Massive Flying Saucer Witnessed in Sturgeon Bay in 1952
What was seen in the skies over Sturgeon Bay?
“I turned the corner at Third and Michigan and walked toward the drugstore,” Wisconsin journalist Coral Lorenzen wrote. “Suddenly someone called, ‘There’s the ‘flying-saucer woman’-ask her what it is!’ Third Avenue, the main street in Sturgeon Bay, Wisconsin, was literally full of people watching the sky to the northeast. I looked up and saw it too-a silver, ellipsoid object.”
On May 21, 1952, Coral Lorenzen, along with countless others across Door County, witnessed what came to be known as the Sturgeon Bay Flying Saucer. Coral was a writer for the Green Bay Press-Gazette at the time, using it as a platform to research Wisconsin UFO sightings. Just a few months earlier, in January of 1952, Coral and her husband Jim founded the Arial Phenomena Research Organization (APRO) to enable amateur researchers to investigate UFO reports in hopes of providing better answers than US government agencies had been. Coral’s interest began with her first encounter in 1934 when she was just 9 years old.
The object in the skies over Sturgeon Bay appeared to be metallic with a bright red glow at the bottom, according to Coral’s description in her 1966 book Flying Saucers: The Startling Evidence of the Invasion from Outer Space. It was moving very slowly toward the northeast, and was visible in the area for about 50 minutes. Based on calculations from observations made in Sturgeon Bay, as well as Fish Creek 30 minutes to the north, Coral and Jim estimated the object to be 780 feet in diameter at an altitude of about 40 miles.
Many attempts to explain the sighting were made over the next few days. General Mills Co. in Minneapolis took credit, claiming it was one of their balloons they were developing for upper atmosphere research. They said they had launched one that morning, and it “could” have been seen over Door County that evening.
Jim and Coral Lorenzen
“Not explained was the bright light on the bottom of the object,” Coral wrote of General Mills’ claim. “It wasn’t even mentioned in the press release. The reliability of the observers wasn’t mentioned either. I had had a good deal of experience with estimating degrees of arc in the sky, and both policemen who had observed the object in Fish Creek were World War II veterans and capable observers. The General Mills statement did not attempt to discredit Mr. Lorenzen’s triangulation, nor did it mention the facts that the big balloons were considerably less than four hundred feet in diameter and were not equipped with huge riding lights.”

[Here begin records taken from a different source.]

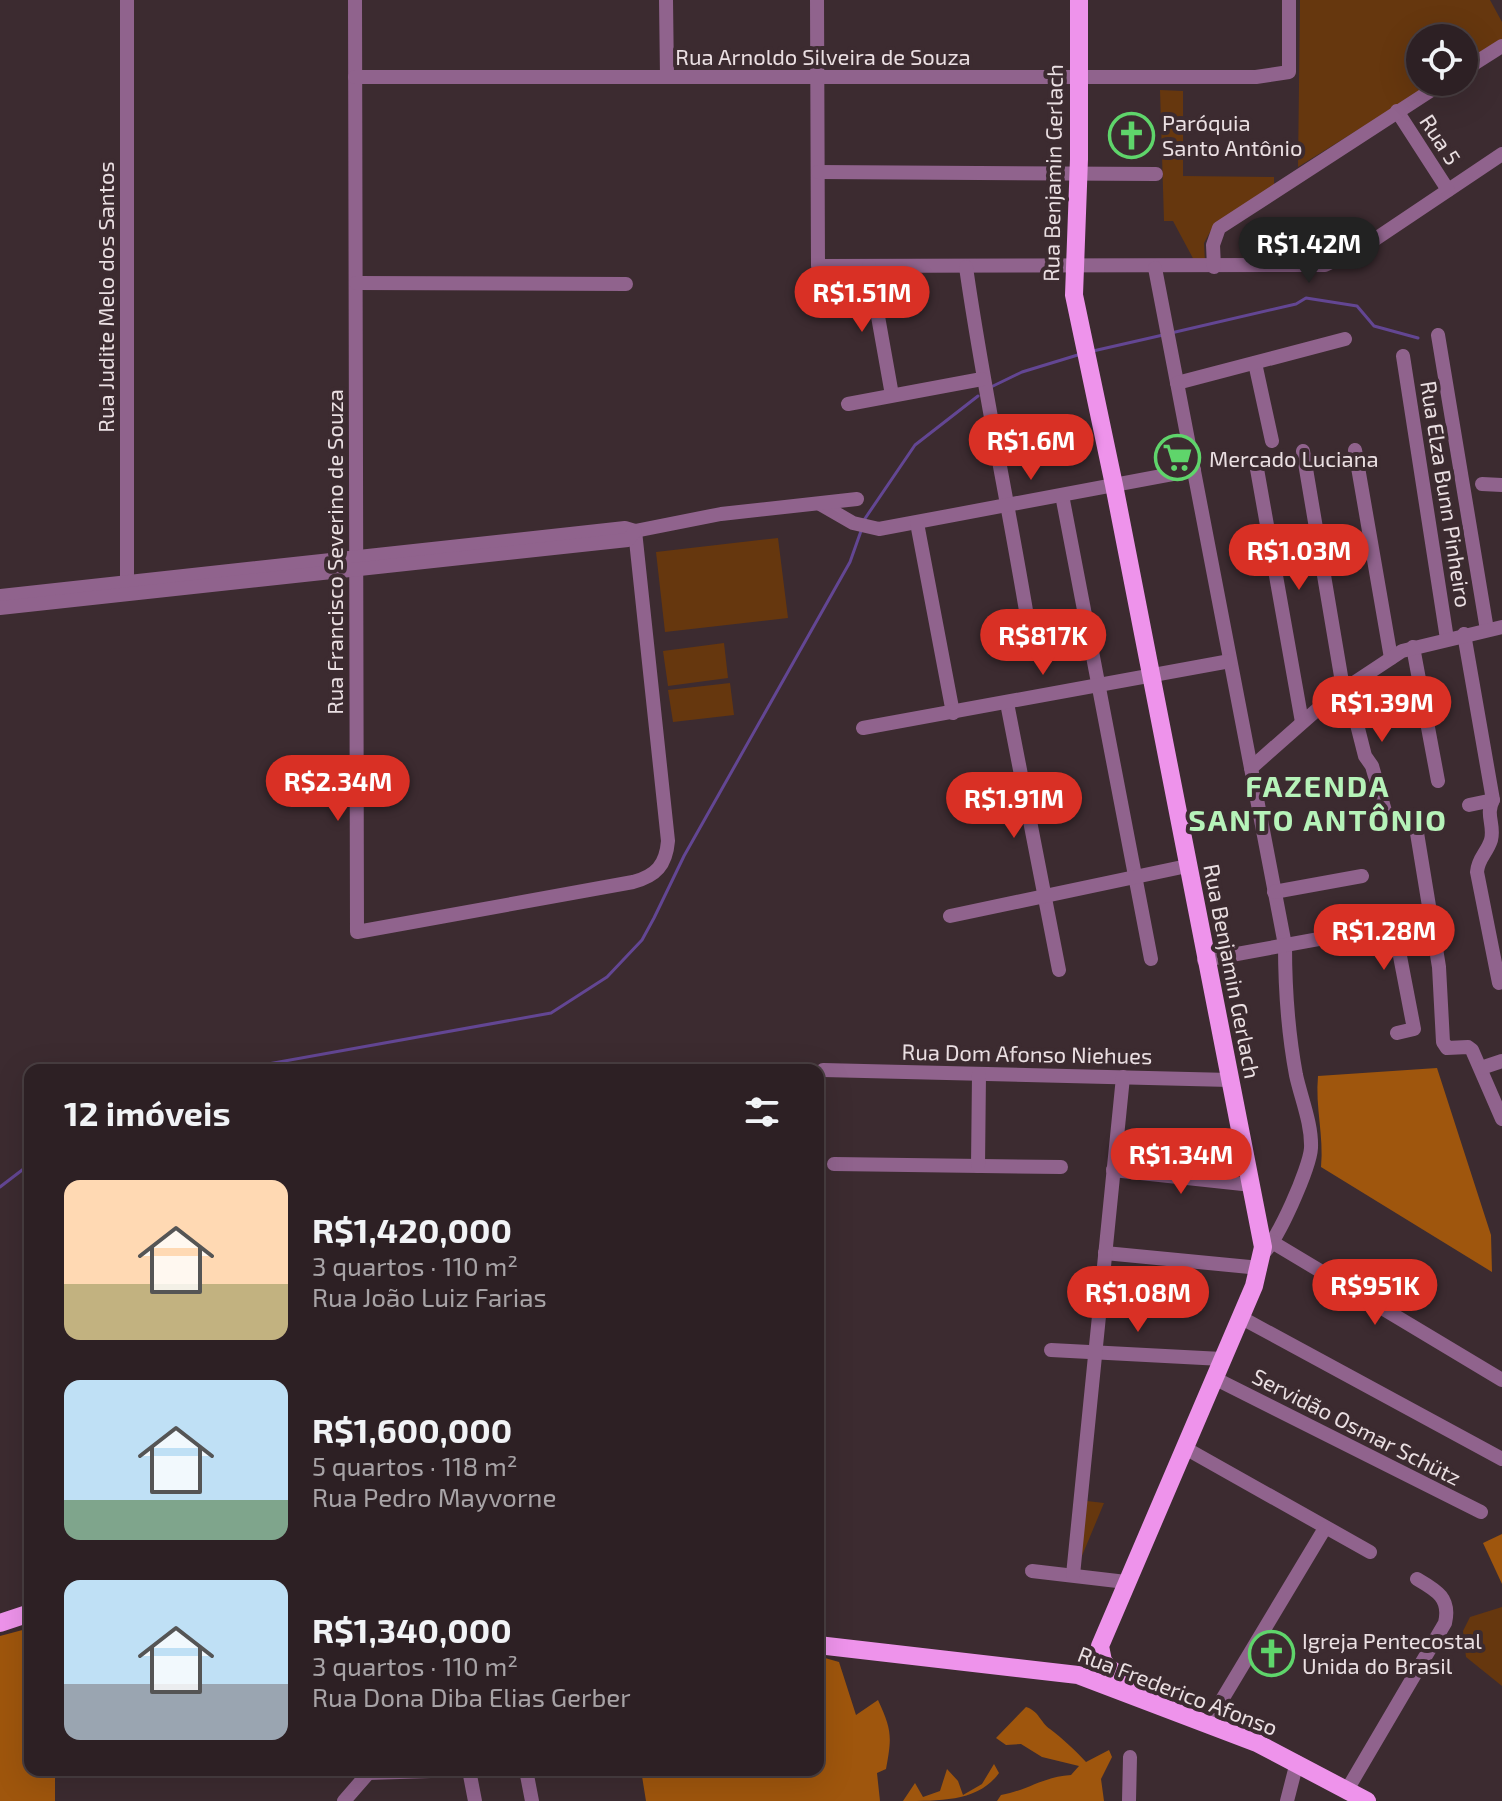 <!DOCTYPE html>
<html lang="pt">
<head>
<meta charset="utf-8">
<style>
	:root { --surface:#2d2024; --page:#35282c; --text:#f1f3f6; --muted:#a7a3a6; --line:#483e41; --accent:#d93025 }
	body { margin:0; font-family:"Exo 2",sans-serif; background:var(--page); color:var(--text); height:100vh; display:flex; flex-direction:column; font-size:30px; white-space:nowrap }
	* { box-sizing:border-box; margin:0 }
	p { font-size:26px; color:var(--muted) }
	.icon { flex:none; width:44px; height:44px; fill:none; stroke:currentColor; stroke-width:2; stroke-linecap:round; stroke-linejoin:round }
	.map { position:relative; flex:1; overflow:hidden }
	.panel { position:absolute; left:24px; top:1064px; width:800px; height:712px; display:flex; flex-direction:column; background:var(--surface); border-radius:16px; box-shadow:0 8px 32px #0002,0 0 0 2px var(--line) }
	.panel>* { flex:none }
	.fabs { position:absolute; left:1406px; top:24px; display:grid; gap:16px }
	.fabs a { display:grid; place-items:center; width:72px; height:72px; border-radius:50%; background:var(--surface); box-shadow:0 8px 32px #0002,0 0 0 2px var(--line); font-size:40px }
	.price { position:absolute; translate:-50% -68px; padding:0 18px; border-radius:28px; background:var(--accent); color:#fff; font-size:26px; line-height:52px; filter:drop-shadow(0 2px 4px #0008) }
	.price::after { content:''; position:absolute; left:50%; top:48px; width:24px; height:18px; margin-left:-12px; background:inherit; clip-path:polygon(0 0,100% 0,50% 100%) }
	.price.selected { background:#222; color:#fff }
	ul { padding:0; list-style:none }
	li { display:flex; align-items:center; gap:24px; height:200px; padding:0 40px }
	li span { display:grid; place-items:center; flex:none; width:224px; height:160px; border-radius:16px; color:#555 }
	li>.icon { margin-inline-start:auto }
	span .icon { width:96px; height:96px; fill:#fffc; stroke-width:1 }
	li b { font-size:34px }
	h2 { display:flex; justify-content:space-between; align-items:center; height:96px; padding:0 40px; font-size:34px }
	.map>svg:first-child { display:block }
</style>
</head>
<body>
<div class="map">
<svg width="1502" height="1801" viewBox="0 0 1502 1801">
	<rect width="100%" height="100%" fill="#3c2b30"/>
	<!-- green -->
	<g fill="#66370e">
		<path d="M1300 0H1490L1502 22V40L1464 64V38H1420V82H1435L1298 167Z"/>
		<path d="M1160 90 1183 91V176L1274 177V186L1210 232 1204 243 1205 262H1195L1173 221H1164Z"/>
		<path d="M778 538 788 618 665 632 656 552Z"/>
		<path d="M724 643 728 678 668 686 663 651Z"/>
		<path d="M730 683 734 715 673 722 668 690Z"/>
		<path d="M1087 1501 1104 1503 1079 1563Z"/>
		<path d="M1502 1607V1686L1466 1657 1463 1631 1470 1617Z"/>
	</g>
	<!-- forest -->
	<g fill="#9f560d">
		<path d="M1437 1068 1491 1235 1492 1272 1321 1167C1324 1136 1315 1107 1318 1076Z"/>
		<path d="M1502 1534V1584L1483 1543Z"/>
		<path d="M30 1628V1770H55V1801H0V1636Z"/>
		<path d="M818 1656 839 1662 856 1715 878 1700C892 1730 892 1737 886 1769L877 1773 880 1801H646L641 1770H818Z"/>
		<path d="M1026 1707C1039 1711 1040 1722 1050 1729 1063 1739 1074 1749 1086 1762L1109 1750 1112 1757 1101 1779 1104 1801H997L1001 1795C1029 1790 1042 1777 1071 1775L1079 1766 1042 1757 1021 1744 1006 1745 996 1738Z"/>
		<path d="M994 1764 999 1773C979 1801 942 1801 903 1801L915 1783 923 1797 940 1791 947 1769 958 1781 963 1795 982 1784Z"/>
	</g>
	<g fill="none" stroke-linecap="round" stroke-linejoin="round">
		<!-- stream -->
		<g stroke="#634693" stroke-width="3">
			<path d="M1171 333 1296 304 1306 298 1357 306 1374 326 1418 338"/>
			<path d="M1093 351 1163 335"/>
			<path d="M991 387 1022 372 1081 354"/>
			<path d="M864 520 915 445 978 396"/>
			<path d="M234 1070 551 1013 607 977 642 940 654 918 684 856 850 562 861 531"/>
			<path d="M0 1187 30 1164"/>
		</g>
		<!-- minor -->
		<g stroke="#90638d" stroke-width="14">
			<path d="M355 0 357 932 633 882C656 876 666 865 668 841L635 531"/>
			<path d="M666 0 667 77"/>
			<path d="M817 0 818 266 1325 265 1365 246 1502 154"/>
			<path d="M1464 70 1502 46"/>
			<path d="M355 77H1256L1289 72V0"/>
			<path d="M1397 111 1448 190"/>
			<path d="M818 172 1156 174"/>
			<path d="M869 266 892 395"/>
			<path d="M966 267C984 394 1012 520 1032 647"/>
			<path d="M1214 267 1213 245 1219 228 1444 82"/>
			<path d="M1155 268 1285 945C1285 989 1288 1032 1296 1075 1301 1098 1312 1124 1311 1148 1310 1167 1277 1243 1262 1254"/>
			<path d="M356 283 626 284"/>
			<path d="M1438 335 1487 630"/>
			<path d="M1403 356 1447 639"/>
			<path d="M1255 363 1272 441"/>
			<path d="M1177 383 1345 339"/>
			<path d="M848 404 982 379"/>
			<path d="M1355 450 1391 658"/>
			<path d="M1303 451 1343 688"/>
			<path d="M1257 469 1302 722"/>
			<path d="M1482 484 1502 485"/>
			<path d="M1062 495 1151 959"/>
			<path d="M820 504 853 523 879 529 1194 470"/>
			<path d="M917 523 953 713"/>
			<path d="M127 592V0"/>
			<path d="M0 596 625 528 635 531 721 514 857 499"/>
			<path d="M0 608 628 540 635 531"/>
			<path d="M1464 634 1493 800C1485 815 1495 825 1491 840 1487 853 1478 858 1477 872L1499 983"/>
			<path d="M1413 647 1438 781"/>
			<path d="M1347 685 1365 756 1372 766 1385 811"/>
			<path d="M1007 703 1059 970"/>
			<path d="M863 728 1230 661"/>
			<path d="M1251 768 1328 700 1402 651 1502 627"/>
			<path d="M1469 805 1493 800"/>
			<path d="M1417 833 1439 967 1443 1042 1447 1048 1468 1047 1472 1050 1502 1119"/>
			<path d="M1274 892 1362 876"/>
			<path d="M950 916 1187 866"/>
			<path d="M1394 925 1414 1029 1397 1033"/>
			<path d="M1204 960 1429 919"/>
			<path d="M1481 1068 1502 1061"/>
			<path d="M823 1070 1230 1080"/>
			<path d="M834 1164 1061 1167"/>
			<path d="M978 1166 979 1074"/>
			<path d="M1113 1170 1252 1185"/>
			<path d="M1272 1242 1502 1380"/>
			<path d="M1105 1253 1260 1268"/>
			<path d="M1240 1317 1502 1459"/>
			<path d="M1051 1350 1222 1359"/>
			<path d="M1214 1378 1481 1512"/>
			<path d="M1185 1448 1370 1552"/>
			<path d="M1032 1571 1126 1582"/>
			<path d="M1073 1575 1123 1077"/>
			<path d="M1208 1723 1325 1528"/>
			<path d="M469 1770 475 1801"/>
			<path d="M526 1770 532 1801"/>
			<path d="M369 1773 462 1770"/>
			<path d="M1347 1790 1445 1623C1451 1598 1436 1590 1417 1579"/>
			<path d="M344 1801 371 1770"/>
			<path d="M1129 1801 1130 1757"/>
			<path d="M1287 1801 1297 1762"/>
		</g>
		<!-- major -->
		<g stroke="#ee93eb" stroke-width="18">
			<path d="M1079 0V159L1074 295 1114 485 1263 1247 1254 1286 1100 1646 1103 1661 1108 1667 1161 1706"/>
			<path d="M0 1623 30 1613"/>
			<path d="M818 1645 1078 1675 1257 1743 1367 1801"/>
		</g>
	</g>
	<!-- icons -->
	<defs>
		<symbol id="church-ring" viewBox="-11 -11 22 22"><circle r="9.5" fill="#3c2b30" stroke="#5fd56b" stroke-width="1.5"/><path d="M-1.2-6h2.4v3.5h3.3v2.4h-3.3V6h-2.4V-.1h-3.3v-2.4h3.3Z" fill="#5fd56b"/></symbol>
		<symbol id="supermarket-ring" viewBox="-11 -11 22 22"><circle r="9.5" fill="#3c2b30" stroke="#5fd56b" stroke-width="1.5"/><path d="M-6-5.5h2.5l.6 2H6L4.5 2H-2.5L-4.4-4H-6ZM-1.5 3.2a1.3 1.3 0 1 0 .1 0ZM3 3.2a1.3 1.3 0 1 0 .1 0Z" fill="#5fd56b"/></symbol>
	</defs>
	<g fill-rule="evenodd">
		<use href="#church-ring" x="1106" y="110" width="51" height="51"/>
		<use href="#supermarket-ring" x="1152" y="432" width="51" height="51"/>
		<use href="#church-ring" x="1246" y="1628" width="51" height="51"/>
	</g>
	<g text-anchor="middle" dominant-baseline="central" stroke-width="8" stroke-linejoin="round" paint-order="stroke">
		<!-- street labels -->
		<g font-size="22" fill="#eadfe2" stroke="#3c2b30">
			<text x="823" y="56">Rua Arnoldo Silveira de Souza</text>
			<text transform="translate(1441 139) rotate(57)">Rua 5</text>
			<text transform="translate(1052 173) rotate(-89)">Rua Benjamin Gerlach</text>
			<text transform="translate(105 297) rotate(-90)">Rua Judite Melo dos Santos</text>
			<text transform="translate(1447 494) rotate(81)">Rua Elza Bunn Pinheiro</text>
			<text transform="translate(334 552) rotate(-90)">Rua Francisco Severino de Souza</text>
			<text transform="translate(1233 971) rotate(79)">Rua Benjamin Gerlach</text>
			<text transform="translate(1027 1053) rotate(1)">Rua Dom Afonso Niehues</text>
			<text transform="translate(1357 1426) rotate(27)">Servidão Osmar Schütz</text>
			<text transform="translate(1178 1690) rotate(21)">Rua Frederico Afonso</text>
		</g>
		<!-- poi labels -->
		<g font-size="22" fill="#eadfe2" stroke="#3c2b30" text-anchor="start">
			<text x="1162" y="122">Paróquia<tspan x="1162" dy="25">Santo Antônio</tspan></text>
			<text x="1209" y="458">Mercado Luciana</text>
			<text x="1302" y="1640">Igreja Pentecostal<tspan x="1302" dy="25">Unida do Brasil</tspan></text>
		</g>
		<!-- district labels -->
		<g font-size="30" font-weight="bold" letter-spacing="2" fill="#b6f3b9" stroke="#3c2b30">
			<text x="1318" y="785">FAZENDA<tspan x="1318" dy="34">SANTO ANTÔNIO</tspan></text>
		</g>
	</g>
</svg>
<div class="fabs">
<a><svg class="icon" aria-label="locate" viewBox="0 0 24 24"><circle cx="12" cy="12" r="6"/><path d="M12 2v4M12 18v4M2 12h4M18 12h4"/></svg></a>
</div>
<b class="price selected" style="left:1309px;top:285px">R$1.42M</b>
<b class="price" style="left:862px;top:334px">R$1.51M</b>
<b class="price" style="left:1031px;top:482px">R$1.6M</b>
<b class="price" style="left:1299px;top:592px">R$1.03M</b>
<b class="price" style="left:1043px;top:677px">R$817K</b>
<b class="price" style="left:1382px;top:744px">R$1.39M</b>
<b class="price" style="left:338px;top:823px">R$2.34M</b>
<b class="price" style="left:1014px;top:840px">R$1.91M</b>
<b class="price" style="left:1384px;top:972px">R$1.28M</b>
<b class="price" style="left:1181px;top:1196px">R$1.34M</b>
<b class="price" style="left:1375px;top:1327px">R$951K</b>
<b class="price" style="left:1138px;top:1334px">R$1.08M</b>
<section class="panel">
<h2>12 imóveis<svg class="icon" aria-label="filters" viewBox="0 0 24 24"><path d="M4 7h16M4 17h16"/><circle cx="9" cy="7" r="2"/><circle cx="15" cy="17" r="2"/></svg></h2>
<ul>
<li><span style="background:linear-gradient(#ffd9b3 65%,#c2b280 0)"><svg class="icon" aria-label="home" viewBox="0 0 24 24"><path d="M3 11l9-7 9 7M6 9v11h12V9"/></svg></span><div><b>R$1,420,000</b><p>3 quartos · 110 m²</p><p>Rua João Luiz Farias</p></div></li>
<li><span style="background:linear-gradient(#bfe0f5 75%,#7fa58c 0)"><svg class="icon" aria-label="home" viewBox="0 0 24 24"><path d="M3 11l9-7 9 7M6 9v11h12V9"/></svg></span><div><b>R$1,600,000</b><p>5 quartos · 118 m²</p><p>Rua Pedro Mayvorne</p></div></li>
<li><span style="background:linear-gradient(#bfe0f5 65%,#9aa5b1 0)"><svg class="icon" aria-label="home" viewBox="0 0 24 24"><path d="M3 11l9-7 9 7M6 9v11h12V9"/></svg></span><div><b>R$1,340,000</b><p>3 quartos · 110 m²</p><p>Rua Dona Diba Elias Gerber</p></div></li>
</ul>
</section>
</div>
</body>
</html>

The General Mills website mentions the balloons, and the stir one caused in 1947 when something “glowing an angry red” was seen over Minneapolis. Many residents called the University of Minnesota, jamming their phone lines for an hour, asking if there was a flying saucer in the sky or if it was “the beginning of the end of the world.”
“General Mills could not reveal that it had begun working with the U.S. government to develop balloons that could carry as much as 250 pounds of equipment into the upper atmosphere,” the website states. “During unmanned ‘Project Skyhook,’ General Mills developed improved plastic balloons that seemingly scraped the stars at around 100,000 feet.”
“Where our balloons now float will be man’s highway of tomorrow,” Project Skyhook engineer Otto C. Winzen told Popular Science in 1948.
While tracking their balloons, however, even General Mills had seen things even they couldn’t explain.
The company had been unhappy with the Air Force’s treatment of the UFO reports, so they kept their file of unidentified objects to themselves until Air Force Captain Edward J. Ruppelt and Project Grudge promised an unbiased investigation into the phenomena.
“One series of reports was especially good, and they came from a group of people who had had a great deal of experience watching things in the sky,” Ruppelt wrote in his 1956 book The Report on Unidentified Flying Objects, “the people who launch the big skyhook balloons for General Mills, Inc.”
“The Aeronautical Division of General Mills, Inc., of Wheaties and Betty Crocker fame, had launched and tracked every skyhook balloon that had been launched prior to mid 1952,” Ruppelt wrote. “They knew what their balloons looked like under all lighting conditions and they also knew meteorology, aerodynamics, astronomy, and they knew UFO’s. I talked to these people for the better part of a full day, and every time I tried to infer that there might be some natural explanation for the UFO’s I just about found myself in a fresh snowdrift.”
Ruppelt noted that one tracking crew had seen so many UFOs that they were no longer especially interested in them.
“What made these people so sure that UFO’s existed? In the first place, they had seen many of them,” Ruppelt wrote of the General Mills crew. “And the things that they saw couldn’t be explained.”
Door County residents, frustrated with the attempts to rationalize what they had seen, felt the same.
“I don’t know what that thing was,” one witness of the Sturgeon Bay flying saucer told Coral, “but I can tell you it was no balloon or reflection or hallucination, or any of the other explanations.”